→ **WORK INSTRUCTIONS**
Task for the records below: copy exactly from the first line on, stopping once the line with "position:absolute; display:grid; place-items:center;" is copied, and leave out the pictures.

[Stored items]
=====

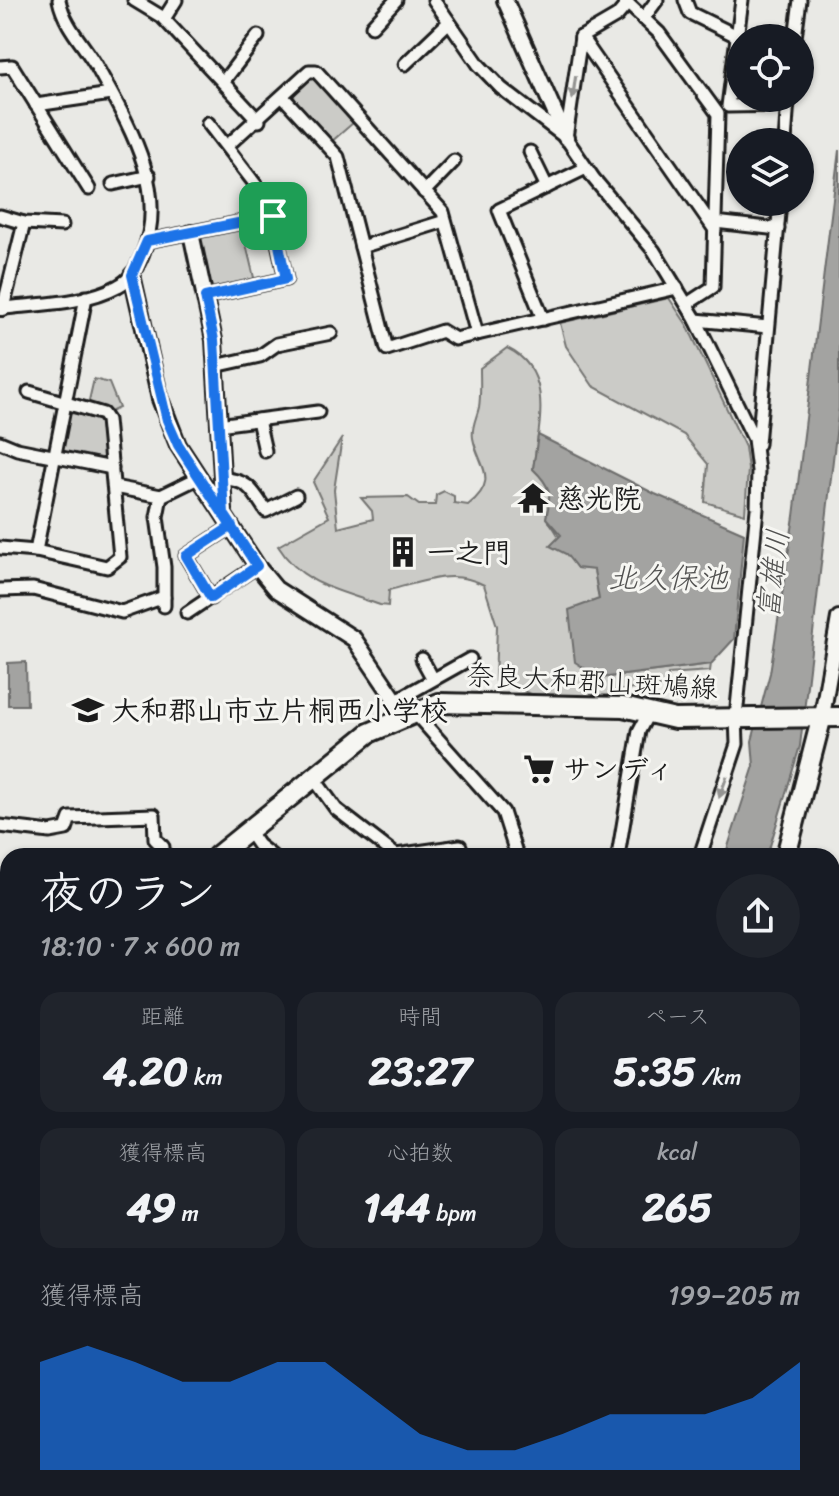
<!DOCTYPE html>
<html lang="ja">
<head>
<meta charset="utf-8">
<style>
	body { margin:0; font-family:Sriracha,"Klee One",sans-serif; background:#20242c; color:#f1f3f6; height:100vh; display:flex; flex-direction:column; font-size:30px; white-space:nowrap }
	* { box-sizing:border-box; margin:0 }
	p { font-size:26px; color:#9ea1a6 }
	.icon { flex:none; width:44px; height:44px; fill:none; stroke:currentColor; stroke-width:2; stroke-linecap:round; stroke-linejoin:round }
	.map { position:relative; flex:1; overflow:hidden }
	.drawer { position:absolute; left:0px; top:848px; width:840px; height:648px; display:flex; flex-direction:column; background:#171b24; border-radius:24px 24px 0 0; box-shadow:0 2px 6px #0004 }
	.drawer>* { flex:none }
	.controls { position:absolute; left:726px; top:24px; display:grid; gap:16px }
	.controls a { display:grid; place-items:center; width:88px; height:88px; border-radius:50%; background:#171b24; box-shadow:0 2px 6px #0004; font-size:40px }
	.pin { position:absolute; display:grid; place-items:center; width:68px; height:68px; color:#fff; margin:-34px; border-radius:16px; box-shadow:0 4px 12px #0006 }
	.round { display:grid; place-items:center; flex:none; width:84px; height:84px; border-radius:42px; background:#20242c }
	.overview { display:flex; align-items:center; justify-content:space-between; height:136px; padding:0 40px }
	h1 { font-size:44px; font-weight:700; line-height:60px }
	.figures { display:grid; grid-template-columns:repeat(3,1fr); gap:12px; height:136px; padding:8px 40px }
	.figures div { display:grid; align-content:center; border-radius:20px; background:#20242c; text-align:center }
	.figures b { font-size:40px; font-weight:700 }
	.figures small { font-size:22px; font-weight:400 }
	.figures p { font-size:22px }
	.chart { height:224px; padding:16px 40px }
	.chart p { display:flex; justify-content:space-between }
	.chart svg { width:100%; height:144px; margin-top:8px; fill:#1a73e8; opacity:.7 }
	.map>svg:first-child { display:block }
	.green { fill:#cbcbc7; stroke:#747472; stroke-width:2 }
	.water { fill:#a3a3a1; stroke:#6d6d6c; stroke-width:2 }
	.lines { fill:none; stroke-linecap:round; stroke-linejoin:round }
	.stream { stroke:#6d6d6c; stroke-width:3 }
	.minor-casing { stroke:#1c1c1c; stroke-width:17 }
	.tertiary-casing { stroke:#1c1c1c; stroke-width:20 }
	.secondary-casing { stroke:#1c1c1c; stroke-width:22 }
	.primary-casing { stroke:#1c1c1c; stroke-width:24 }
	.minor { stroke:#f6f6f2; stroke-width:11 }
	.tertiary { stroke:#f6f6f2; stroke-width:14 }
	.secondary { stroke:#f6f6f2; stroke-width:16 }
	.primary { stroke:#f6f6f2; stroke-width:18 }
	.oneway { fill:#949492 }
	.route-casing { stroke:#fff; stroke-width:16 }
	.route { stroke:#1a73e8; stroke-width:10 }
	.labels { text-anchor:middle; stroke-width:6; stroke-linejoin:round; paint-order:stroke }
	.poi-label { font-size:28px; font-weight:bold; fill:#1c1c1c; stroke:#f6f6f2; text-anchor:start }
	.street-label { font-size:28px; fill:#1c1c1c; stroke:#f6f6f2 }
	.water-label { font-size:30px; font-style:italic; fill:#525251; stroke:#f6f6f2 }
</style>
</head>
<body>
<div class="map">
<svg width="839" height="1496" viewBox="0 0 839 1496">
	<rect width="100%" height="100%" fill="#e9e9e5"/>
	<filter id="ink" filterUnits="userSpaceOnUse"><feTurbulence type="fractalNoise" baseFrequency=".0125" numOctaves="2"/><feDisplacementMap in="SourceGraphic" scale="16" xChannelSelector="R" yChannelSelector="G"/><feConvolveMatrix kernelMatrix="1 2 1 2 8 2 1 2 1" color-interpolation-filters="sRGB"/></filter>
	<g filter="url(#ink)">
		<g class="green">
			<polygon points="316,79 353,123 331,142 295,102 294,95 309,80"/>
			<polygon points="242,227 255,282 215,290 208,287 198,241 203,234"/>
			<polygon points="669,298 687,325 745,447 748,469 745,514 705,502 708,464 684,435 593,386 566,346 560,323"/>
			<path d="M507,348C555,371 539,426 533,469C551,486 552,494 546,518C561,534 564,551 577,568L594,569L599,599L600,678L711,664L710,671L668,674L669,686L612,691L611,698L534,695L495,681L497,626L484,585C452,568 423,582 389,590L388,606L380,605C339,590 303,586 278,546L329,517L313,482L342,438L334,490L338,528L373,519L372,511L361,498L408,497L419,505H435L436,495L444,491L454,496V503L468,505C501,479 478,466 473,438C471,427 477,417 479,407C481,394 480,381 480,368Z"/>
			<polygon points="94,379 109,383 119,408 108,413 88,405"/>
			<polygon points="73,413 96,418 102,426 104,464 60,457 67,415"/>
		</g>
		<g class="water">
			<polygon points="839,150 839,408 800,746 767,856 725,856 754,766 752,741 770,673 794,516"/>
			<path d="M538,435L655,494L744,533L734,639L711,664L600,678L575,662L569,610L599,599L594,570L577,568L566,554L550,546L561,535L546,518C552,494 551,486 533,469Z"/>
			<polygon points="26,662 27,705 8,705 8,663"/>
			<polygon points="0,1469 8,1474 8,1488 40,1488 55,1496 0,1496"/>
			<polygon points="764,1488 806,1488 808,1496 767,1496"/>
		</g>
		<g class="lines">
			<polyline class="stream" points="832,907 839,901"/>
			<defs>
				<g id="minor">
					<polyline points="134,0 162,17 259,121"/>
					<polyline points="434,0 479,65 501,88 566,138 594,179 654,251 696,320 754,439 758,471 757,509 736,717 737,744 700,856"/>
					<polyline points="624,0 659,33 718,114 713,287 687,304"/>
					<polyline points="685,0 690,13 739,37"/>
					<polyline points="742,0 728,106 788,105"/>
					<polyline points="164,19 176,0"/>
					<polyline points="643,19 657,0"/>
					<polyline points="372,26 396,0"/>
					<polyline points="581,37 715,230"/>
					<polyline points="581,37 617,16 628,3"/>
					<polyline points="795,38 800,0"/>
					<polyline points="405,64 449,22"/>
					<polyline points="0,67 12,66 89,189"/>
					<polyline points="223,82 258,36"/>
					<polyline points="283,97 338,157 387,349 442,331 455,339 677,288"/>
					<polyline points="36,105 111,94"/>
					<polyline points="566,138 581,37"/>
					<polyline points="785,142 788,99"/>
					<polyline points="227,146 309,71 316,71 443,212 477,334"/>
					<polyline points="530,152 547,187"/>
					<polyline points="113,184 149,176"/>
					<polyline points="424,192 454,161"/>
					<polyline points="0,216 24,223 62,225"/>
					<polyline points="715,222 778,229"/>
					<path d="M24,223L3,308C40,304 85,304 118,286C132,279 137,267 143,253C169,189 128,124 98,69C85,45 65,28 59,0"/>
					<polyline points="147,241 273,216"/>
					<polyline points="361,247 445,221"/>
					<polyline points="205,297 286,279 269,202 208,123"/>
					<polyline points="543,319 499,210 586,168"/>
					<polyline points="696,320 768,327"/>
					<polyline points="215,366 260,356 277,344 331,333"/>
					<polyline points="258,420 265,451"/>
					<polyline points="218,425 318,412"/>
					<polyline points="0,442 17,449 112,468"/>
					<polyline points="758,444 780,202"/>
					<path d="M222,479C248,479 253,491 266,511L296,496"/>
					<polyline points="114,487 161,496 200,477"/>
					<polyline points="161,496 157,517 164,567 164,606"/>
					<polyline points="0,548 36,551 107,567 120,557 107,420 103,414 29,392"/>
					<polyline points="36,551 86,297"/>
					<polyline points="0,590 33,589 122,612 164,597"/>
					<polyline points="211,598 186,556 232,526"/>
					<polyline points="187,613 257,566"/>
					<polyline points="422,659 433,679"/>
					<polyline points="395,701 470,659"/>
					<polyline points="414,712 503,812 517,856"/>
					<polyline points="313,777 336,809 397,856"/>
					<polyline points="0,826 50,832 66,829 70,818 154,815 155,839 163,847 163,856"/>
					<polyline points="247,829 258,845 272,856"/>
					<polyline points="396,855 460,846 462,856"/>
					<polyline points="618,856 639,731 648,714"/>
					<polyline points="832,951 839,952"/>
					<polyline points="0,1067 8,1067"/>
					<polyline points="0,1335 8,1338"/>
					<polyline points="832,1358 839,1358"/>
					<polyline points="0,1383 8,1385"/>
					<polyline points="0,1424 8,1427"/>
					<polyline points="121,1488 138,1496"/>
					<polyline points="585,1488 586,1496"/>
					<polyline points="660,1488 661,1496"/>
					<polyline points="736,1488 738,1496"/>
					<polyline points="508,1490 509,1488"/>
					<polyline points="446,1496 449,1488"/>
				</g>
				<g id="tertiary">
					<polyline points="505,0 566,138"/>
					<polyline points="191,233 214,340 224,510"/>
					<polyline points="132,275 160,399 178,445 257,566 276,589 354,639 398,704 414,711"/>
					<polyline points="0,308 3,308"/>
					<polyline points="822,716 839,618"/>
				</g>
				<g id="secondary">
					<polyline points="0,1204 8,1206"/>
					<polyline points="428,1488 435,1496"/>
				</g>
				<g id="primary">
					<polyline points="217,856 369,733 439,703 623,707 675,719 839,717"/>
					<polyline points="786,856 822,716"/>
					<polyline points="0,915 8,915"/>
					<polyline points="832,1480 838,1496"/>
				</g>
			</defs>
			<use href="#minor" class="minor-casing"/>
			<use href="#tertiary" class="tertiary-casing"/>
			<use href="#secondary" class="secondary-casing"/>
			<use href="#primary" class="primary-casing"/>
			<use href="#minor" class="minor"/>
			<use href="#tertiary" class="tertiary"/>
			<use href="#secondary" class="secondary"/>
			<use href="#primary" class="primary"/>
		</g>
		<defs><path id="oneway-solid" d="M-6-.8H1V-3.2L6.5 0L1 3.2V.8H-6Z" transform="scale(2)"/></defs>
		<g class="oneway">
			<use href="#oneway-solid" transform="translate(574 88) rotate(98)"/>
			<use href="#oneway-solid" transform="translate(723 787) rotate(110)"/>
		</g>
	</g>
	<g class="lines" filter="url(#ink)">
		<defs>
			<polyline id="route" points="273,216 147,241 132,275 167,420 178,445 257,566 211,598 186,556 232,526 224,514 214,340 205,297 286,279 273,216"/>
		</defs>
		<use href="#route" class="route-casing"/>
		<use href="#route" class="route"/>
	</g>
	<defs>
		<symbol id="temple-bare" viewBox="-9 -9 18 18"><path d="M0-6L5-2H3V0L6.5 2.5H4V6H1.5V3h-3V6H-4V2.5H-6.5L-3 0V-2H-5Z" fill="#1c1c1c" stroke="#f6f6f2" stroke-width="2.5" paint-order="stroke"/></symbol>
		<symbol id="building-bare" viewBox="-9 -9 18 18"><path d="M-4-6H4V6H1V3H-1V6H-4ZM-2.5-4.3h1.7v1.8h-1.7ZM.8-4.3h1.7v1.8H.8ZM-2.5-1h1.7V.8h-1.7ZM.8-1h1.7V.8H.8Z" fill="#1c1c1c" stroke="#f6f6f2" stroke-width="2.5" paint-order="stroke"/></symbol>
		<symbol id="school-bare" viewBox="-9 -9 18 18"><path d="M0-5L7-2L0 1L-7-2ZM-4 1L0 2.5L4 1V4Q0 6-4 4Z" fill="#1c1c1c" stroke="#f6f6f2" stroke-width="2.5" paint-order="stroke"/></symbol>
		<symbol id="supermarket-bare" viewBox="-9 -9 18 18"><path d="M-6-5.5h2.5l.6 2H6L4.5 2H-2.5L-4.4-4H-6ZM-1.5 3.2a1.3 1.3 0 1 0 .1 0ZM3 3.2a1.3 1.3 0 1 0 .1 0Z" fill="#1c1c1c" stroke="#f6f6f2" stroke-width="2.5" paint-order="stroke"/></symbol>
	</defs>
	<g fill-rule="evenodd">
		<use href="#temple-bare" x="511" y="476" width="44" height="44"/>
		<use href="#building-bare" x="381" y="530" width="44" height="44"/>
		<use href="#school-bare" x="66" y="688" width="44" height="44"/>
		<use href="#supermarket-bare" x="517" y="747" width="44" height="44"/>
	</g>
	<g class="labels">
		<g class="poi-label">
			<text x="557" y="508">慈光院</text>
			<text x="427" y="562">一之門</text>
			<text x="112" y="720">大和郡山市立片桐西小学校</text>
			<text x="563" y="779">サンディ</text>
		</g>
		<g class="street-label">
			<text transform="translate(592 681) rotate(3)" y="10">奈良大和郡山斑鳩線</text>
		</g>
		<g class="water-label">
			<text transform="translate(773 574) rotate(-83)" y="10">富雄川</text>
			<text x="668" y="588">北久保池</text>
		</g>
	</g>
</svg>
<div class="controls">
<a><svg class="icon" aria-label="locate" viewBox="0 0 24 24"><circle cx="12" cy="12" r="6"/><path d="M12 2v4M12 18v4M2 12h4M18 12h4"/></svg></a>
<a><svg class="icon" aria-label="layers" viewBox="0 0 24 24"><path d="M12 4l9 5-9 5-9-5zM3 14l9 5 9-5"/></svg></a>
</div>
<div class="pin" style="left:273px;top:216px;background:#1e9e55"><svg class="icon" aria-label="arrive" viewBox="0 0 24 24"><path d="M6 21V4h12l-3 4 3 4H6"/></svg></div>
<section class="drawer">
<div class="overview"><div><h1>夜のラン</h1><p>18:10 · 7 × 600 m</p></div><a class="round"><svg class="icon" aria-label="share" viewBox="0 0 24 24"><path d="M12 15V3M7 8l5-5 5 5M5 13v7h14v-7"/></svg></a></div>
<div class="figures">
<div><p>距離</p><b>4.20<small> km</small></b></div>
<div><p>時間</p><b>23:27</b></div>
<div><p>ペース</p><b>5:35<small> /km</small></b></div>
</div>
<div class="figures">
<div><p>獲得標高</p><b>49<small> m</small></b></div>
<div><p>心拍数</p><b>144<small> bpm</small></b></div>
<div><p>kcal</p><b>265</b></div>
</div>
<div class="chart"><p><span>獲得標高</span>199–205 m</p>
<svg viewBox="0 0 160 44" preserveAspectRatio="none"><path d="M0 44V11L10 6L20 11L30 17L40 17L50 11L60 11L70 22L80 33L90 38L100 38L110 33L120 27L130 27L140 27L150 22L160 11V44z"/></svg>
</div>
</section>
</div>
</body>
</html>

=====

→ **SOLUTION TO THE PROBLEM**
<!DOCTYPE html>
<html lang="ja">
<head>
<meta charset="utf-8">
<style>
	body { margin:0; font-family:Sriracha,"Klee One",sans-serif; background:#20242c; color:#f1f3f6; height:100vh; display:flex; flex-direction:column; font-size:30px; white-space:nowrap }
	* { box-sizing:border-box; margin:0 }
	p { font-size:26px; color:#9ea1a6 }
	.icon { flex:none; width:44px; height:44px; fill:none; stroke:currentColor; stroke-width:2; stroke-linecap:round; stroke-linejoin:round }
	.map { position:relative; flex:1; overflow:hidden }
	.drawer { position:absolute; left:0px; top:848px; width:840px; height:648px; display:flex; flex-direction:column; background:#171b24; border-radius:24px 24px 0 0; box-shadow:0 2px 6px #0004 }
	.drawer>* { flex:none }
	.controls { position:absolute; left:726px; top:24px; display:grid; gap:16px }
	.controls a { display:grid; place-items:center; width:88px; height:88px; border-radius:50%; background:#171b24; box-shadow:0 2px 6px #0004; font-size:40px }
	.pin { position:absolute; display:grid; place-items:center; width:68px; height:68px; color:#fff; margin:-34px; border-radius:16px; box-shadow:0 4px 12px #0006 }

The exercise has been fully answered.